■ **Task description**
How do the records below read from their first line through the line containing "--surface:#171b24; --page:#242831; --text:#f1f3f6;"? Write those lines out exactly.

[Records from a data source]
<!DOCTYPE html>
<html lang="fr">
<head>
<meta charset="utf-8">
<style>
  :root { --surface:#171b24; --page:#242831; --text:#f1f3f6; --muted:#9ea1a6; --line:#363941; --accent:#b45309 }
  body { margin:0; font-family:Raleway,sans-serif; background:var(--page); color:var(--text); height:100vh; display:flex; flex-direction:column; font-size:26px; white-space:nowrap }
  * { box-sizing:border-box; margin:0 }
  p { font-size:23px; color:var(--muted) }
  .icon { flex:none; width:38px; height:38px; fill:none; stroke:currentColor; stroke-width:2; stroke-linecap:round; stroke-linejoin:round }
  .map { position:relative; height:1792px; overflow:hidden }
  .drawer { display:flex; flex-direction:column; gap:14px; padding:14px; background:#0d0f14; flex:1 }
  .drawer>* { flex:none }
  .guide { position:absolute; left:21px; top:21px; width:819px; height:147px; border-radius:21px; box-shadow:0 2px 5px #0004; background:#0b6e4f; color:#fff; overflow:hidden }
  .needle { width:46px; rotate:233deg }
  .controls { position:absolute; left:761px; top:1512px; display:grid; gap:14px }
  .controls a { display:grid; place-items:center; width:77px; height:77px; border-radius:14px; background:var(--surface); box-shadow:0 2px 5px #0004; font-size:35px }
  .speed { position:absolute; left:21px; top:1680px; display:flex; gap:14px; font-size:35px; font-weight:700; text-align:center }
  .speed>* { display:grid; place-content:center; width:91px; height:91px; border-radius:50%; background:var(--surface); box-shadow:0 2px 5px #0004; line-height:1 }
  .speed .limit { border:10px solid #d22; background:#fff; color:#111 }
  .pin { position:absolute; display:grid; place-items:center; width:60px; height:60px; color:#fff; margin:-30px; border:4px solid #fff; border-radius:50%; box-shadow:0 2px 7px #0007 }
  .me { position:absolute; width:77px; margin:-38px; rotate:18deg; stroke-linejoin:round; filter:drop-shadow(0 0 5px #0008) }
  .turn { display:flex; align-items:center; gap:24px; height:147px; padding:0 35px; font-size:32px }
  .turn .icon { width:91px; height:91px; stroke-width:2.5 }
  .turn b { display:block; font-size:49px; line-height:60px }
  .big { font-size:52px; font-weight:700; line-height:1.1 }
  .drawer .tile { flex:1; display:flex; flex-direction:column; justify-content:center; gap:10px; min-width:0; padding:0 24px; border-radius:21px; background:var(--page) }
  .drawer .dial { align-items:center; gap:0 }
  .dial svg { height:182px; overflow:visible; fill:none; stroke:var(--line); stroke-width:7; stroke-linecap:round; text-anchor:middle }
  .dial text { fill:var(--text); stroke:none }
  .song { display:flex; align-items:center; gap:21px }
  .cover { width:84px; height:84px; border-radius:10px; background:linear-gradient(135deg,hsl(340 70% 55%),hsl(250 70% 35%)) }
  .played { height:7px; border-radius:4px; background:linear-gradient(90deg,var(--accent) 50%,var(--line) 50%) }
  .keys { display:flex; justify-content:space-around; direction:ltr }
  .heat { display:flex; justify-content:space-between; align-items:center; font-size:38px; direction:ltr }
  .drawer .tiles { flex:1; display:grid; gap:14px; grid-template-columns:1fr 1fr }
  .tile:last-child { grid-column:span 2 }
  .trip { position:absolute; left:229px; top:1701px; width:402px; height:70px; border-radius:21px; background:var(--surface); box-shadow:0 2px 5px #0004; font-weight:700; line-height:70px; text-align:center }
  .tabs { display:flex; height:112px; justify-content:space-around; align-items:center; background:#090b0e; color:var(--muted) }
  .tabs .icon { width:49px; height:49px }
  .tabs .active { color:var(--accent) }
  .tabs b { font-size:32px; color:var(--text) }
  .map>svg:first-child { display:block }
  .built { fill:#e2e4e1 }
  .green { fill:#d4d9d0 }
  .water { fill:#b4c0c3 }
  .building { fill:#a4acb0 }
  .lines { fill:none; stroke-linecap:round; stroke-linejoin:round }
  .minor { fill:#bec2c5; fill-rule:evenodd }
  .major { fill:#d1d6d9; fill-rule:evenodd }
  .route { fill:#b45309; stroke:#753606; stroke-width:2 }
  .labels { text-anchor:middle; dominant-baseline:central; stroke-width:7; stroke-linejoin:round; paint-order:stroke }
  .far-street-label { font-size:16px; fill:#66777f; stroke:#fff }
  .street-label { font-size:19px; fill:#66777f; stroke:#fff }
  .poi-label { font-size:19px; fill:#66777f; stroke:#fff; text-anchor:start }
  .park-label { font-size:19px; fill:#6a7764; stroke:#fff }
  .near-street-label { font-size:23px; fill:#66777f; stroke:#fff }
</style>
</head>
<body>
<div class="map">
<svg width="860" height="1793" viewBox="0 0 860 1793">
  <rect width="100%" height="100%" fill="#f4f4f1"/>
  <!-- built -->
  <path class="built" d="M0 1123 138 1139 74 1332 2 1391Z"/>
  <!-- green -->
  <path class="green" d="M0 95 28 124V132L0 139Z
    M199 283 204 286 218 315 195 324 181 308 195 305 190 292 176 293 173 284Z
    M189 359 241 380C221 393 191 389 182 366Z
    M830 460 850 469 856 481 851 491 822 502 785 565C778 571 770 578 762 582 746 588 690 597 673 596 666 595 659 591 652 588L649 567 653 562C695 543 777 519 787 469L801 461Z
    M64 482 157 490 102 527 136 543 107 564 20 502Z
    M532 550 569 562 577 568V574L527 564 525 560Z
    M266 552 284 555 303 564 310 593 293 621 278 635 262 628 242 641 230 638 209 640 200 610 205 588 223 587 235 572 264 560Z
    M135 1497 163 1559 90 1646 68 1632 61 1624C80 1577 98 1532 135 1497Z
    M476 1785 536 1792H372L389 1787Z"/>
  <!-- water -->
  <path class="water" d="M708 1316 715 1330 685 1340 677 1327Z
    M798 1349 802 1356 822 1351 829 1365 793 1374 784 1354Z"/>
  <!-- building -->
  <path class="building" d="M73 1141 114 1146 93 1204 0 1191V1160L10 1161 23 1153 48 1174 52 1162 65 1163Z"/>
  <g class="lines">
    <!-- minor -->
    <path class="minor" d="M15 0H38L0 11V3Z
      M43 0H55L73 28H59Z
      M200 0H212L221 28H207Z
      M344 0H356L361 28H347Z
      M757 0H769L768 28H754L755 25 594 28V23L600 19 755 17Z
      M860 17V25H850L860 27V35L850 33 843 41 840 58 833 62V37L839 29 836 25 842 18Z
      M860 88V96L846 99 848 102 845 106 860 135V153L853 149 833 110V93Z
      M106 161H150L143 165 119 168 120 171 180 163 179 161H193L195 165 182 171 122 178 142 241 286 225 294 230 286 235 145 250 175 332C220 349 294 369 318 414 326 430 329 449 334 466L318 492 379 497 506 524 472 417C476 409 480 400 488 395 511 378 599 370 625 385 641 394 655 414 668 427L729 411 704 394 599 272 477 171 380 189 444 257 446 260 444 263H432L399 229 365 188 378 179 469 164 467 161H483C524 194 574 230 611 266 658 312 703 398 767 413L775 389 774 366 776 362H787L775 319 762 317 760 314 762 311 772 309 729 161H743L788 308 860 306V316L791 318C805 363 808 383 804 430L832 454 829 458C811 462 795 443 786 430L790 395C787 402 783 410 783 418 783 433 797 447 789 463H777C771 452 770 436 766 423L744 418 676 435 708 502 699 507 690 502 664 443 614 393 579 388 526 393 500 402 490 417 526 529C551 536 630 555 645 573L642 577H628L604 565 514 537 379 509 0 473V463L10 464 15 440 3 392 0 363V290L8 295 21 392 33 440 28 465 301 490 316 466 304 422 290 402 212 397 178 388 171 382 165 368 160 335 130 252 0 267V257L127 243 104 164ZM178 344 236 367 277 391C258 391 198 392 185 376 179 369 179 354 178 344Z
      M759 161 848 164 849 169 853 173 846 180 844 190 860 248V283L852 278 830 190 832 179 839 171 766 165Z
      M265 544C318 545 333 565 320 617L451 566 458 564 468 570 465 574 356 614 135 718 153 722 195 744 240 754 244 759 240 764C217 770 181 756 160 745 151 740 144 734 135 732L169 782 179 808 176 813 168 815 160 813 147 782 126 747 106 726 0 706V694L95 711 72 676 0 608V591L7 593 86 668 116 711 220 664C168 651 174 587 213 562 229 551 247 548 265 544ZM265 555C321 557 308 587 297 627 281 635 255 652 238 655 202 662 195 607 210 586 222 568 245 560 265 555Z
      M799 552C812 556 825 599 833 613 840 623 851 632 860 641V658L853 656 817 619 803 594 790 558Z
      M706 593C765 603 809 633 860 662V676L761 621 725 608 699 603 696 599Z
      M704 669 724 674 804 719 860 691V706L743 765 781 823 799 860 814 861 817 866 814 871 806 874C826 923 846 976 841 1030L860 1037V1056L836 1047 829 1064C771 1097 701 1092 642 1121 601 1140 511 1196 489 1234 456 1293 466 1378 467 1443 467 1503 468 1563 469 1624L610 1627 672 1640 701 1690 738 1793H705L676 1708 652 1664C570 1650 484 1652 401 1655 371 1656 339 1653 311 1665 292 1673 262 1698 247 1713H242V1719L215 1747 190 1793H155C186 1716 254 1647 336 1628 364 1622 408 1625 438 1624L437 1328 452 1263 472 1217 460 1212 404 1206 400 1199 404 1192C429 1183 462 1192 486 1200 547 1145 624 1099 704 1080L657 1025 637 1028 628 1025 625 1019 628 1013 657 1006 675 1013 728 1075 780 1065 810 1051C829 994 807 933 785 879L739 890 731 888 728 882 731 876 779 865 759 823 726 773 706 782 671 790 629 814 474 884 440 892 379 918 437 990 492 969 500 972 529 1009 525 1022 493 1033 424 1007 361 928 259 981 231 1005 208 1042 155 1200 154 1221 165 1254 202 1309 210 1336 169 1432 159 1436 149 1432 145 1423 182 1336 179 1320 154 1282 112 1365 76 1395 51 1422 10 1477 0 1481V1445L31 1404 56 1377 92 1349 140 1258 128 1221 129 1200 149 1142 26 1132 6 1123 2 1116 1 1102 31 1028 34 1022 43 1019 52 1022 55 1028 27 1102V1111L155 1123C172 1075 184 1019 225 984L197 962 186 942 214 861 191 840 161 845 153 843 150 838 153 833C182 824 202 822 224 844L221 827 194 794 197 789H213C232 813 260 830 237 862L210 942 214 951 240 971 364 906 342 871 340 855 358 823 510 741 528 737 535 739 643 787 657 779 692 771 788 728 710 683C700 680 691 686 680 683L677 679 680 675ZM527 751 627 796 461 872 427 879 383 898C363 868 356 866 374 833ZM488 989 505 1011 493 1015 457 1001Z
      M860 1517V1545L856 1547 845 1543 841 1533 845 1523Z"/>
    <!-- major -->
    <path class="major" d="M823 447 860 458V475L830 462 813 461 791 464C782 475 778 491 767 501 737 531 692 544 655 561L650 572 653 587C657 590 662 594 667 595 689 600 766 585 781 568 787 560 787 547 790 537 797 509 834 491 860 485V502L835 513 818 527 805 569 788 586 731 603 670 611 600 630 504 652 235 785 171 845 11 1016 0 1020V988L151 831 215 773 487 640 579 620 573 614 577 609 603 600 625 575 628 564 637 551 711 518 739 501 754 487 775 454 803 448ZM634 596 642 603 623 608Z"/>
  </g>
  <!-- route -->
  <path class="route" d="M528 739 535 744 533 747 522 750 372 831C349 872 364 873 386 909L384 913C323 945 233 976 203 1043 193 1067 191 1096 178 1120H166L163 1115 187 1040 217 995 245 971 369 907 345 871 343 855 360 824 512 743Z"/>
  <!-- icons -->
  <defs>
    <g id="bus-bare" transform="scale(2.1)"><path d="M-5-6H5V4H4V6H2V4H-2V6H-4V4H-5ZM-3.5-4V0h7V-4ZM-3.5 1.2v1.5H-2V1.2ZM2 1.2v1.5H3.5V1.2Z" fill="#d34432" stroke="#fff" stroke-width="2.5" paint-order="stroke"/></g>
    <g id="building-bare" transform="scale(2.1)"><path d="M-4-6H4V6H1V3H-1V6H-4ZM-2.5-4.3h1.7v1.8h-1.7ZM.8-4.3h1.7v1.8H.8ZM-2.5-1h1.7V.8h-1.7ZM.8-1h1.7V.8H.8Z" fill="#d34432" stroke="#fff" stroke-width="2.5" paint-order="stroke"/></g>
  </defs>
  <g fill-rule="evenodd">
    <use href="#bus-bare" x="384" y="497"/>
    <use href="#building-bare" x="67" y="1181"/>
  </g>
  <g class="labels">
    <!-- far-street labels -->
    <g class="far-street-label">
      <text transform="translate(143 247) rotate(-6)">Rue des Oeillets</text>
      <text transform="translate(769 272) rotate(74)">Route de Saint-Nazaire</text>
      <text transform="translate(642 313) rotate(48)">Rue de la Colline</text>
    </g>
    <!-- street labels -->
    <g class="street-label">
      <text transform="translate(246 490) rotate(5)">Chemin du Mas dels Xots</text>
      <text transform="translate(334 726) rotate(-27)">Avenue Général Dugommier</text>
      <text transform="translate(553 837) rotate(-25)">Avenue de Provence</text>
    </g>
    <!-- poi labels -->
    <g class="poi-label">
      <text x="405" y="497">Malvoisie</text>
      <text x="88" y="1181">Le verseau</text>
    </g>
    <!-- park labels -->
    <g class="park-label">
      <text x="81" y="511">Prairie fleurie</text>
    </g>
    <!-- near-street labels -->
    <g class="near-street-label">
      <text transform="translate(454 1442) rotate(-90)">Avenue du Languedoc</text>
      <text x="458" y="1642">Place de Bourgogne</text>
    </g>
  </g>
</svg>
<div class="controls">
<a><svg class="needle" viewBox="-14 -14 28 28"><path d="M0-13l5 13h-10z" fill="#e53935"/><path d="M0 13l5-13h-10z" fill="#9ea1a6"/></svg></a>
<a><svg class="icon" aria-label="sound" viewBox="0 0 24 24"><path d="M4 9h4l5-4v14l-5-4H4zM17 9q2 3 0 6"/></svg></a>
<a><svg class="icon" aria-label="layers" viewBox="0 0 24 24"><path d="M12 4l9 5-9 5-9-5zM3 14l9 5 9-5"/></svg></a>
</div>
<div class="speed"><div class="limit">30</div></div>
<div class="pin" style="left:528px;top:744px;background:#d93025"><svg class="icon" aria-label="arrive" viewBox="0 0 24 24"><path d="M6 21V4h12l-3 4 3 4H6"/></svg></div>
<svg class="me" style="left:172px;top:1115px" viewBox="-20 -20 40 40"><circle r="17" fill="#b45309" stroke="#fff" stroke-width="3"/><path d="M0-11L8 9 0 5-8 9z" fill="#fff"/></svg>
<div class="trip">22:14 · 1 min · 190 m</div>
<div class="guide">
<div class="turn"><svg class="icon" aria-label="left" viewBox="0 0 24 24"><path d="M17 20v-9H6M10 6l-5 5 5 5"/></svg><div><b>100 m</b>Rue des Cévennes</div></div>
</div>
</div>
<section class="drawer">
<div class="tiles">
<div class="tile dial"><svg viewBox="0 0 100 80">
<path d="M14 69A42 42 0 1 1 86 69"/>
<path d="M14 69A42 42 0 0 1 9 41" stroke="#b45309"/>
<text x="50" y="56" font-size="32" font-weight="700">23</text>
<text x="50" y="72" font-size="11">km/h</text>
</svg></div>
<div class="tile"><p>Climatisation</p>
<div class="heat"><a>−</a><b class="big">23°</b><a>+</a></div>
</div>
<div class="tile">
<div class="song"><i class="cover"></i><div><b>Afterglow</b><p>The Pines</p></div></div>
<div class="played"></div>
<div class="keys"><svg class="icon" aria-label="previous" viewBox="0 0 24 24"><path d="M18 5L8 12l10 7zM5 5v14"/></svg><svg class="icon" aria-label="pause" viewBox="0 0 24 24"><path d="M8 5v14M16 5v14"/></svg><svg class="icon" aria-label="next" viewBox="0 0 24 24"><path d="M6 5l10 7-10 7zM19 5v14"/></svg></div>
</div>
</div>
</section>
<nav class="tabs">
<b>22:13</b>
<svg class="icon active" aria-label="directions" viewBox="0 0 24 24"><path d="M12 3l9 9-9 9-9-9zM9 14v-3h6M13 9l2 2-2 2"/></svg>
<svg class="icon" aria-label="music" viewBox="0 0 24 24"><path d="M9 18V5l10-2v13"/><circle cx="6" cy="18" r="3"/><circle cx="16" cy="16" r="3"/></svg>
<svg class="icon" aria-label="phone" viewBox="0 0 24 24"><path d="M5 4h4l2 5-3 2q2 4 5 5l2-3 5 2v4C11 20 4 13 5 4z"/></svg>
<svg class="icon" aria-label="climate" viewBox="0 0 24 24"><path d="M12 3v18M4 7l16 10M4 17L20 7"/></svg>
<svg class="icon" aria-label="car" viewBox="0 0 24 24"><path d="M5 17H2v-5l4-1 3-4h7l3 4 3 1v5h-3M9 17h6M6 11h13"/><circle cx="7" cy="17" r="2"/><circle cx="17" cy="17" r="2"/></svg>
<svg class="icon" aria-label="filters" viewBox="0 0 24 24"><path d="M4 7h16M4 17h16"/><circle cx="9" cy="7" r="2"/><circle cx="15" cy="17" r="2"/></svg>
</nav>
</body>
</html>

■ **Your solution**
<!DOCTYPE html>
<html lang="fr">
<head>
<meta charset="utf-8">
<style>
  :root { --surface:#171b24; --page:#242831; --text:#f1f3f6; --muted:#9ea1a6; --line:#363941; --accent:#b45309 }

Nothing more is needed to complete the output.